Search code examples
mysqlutf-8emojiutf8mb4

Is it possible to enable emojis for specific columns of specific tables?


First, I would like to assure you that I have done my "homework" and have read this, this, this and this. Also, one of my former questions is closely related to this one, but in that question I am dealing about flourishlib's compatibility issues with utf8mb4. This question deals with a deeper level. Let's suppose that I have several tables and I want to modify just a few columns to have utf8mb4 encoding, to preserve some storage space and performance after the change. If I changed the whole database to have an encoding of utf8mb4, then its size would increase with 33%, which will affect its performance badly as well. So, we have selected four columns from three different tables to support emojis. These are:

  • users.bio (tinytext, utf8_general_ci)
  • questions.question (longtext, utf8_general_ci)
  • questions.answer (longtext, ut8_general_ci)
  • comments.comment (tinytext, utf8_general_ci)

As a result, my action plan is as follows:

  1. Create a backup of the database

  2. Run these commands:

alter table comments change comment comment tinytext character set utf8mb4 collate utf8mb4_unicode_ci;
alter table users change bio bio tinytext character set utf8mb4 collate utf8mb4_unicode_ci;
alter table questions change question question longtext character set utf8mb4 collate utf8mb4_unicode_ci;
alter table questions change answer answer longtext character set utf8mb4 collate utf8mb4_unicode_ci;

Expectations:

  • this should make the specified columns use utf8mb4 instead of utf8
  • existent data will be correctly converted to utf8mb4, that is, previous texts will be preserved and the users will be able to correctly read their content
  • other columns will not be changed
  • queries involving the affected tables will be slower

Are my expectations accurate? Do I need to change the connection? Thanks


Solution

  • You need utf8mb4 in any columns that are storing Chinese.

    In VARCHAR(...) utf8mb4, each "character" takes 1-4 bytes. No 33% increase. On the other hand, CHAR(10) utf8mb4 is always allocated 40 bytes.

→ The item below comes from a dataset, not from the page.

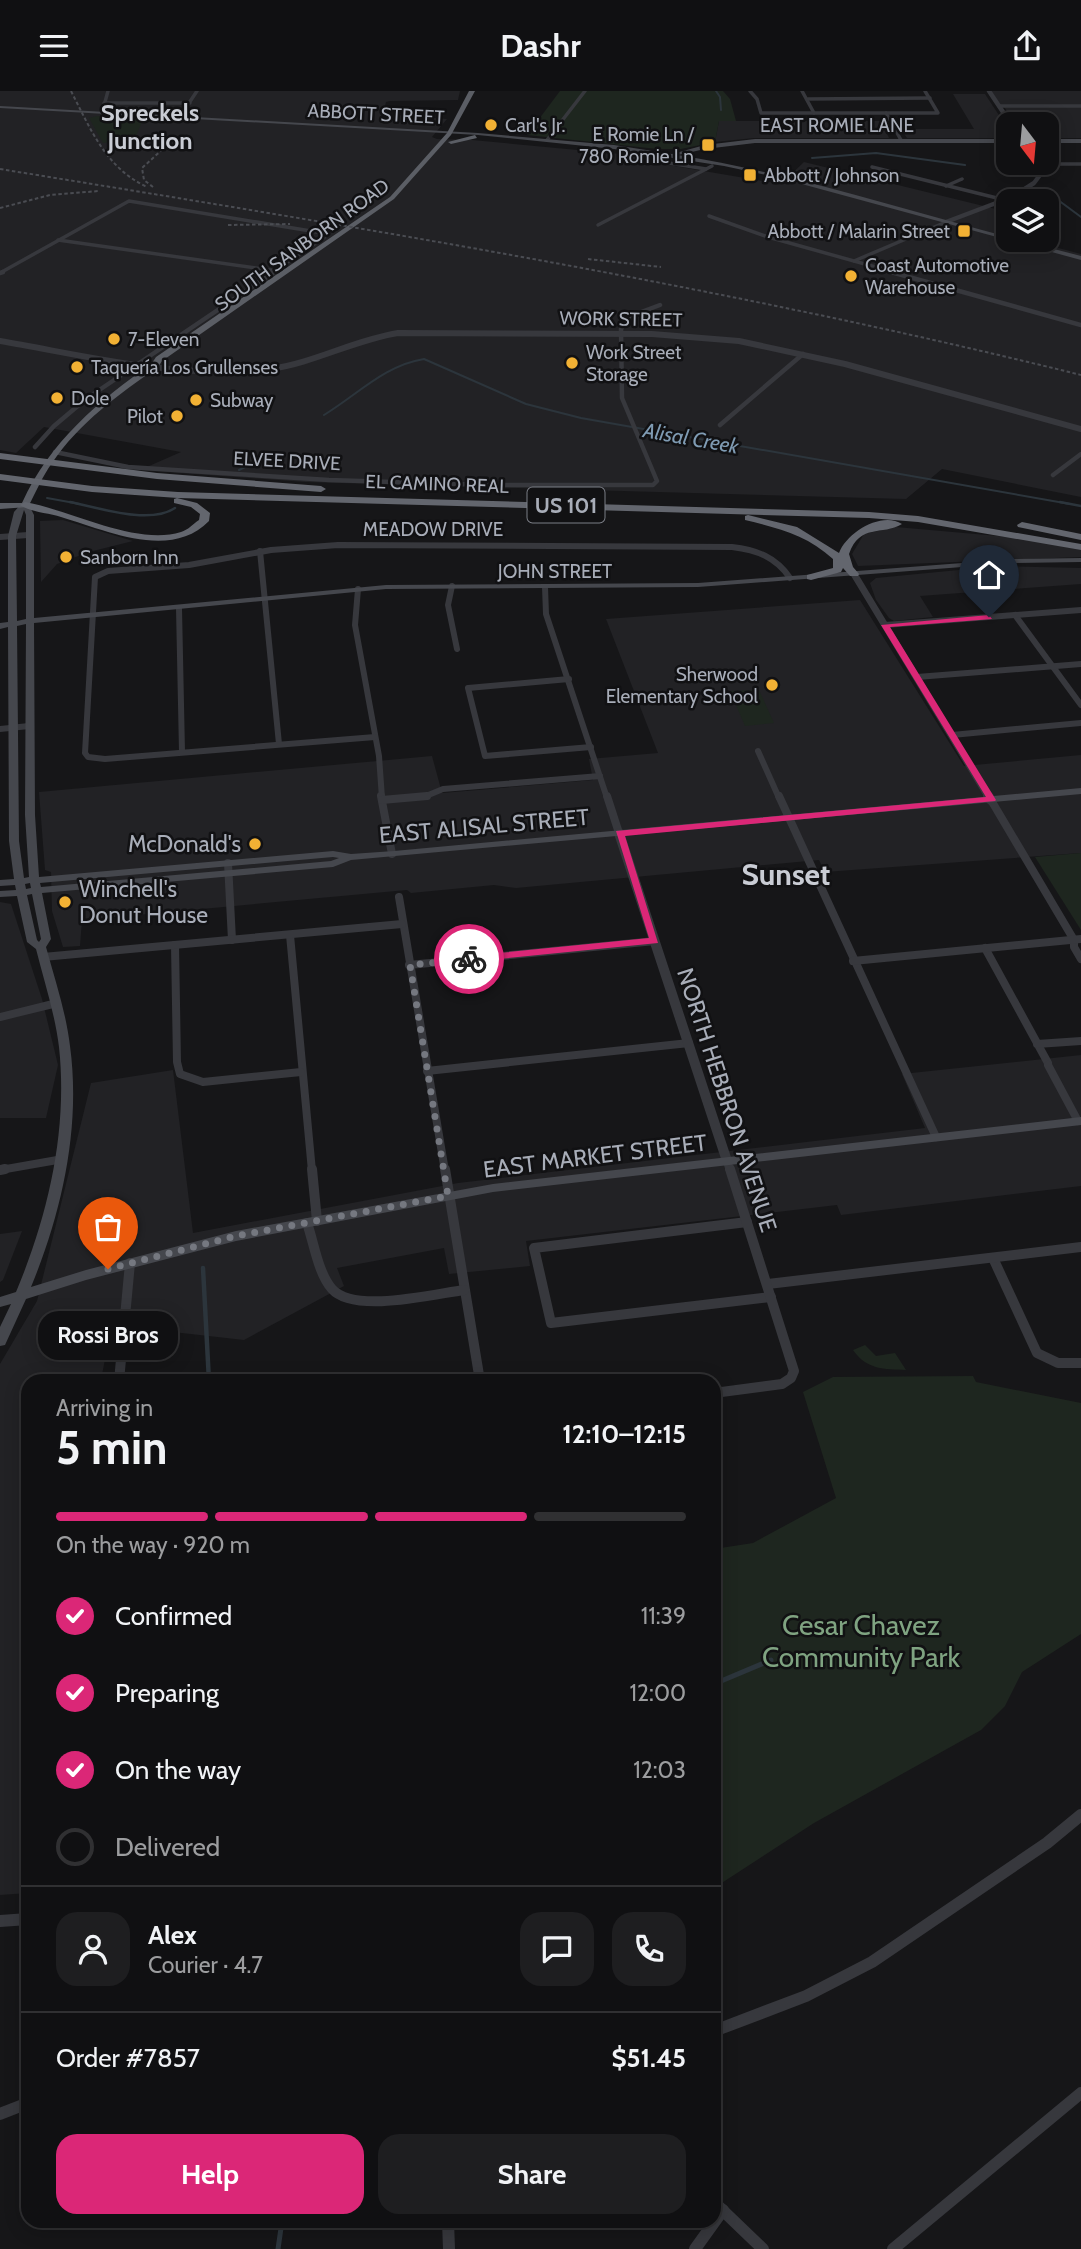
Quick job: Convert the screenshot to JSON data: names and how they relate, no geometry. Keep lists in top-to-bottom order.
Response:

    You do need to establish that your client is talking utf8mb4, not just utf8. That comes in some parameter in the connection or with SET NAMES utf8mb4.

    If you need to automate the ALTERs, it is pretty easy to generate them via a SELECT into information_schema.

    Addenda

    Expectations 1-3: Yes.

    Expectation 4 (queries involving the affected tables will be slower) -- processing will be essentially the same speed.